- _Exercise_
Would you write out all of the data exactly as it appears below?

****************

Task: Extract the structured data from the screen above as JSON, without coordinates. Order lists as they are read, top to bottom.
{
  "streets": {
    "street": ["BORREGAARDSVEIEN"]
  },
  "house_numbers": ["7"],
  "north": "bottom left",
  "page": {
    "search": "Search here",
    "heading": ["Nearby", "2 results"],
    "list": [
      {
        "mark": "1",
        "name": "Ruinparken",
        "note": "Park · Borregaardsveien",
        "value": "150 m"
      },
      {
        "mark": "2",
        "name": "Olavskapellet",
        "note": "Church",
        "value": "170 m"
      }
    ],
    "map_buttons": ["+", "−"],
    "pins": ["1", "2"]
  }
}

****************

- _Solution to the problem_
Task: Extract the structured data from the screen above as JSON, without coordinates. Order lists as they are read, top to bottom.
{
  "streets": {
    "street": ["BORREGAARDSVEIEN"]
  },
  "house_numbers": ["7"],
  "north": "bottom left",
  "page": {
    "search": "Search here",
    "heading": ["Nearby", "2 results"],
    "list": [
      {
        "mark": "1",
        "name": "Ruinparken",
        "note": "Park · Borregaardsveien",
        "value": "150 m"
      },
      {
        "mark": "2",
        "name": "Olavskapellet",
        "note": "Church",
        "value": "170 m"
      }
    ],
    "map_buttons": ["+", "−"],
    "pins": ["1", "2"]
  }
}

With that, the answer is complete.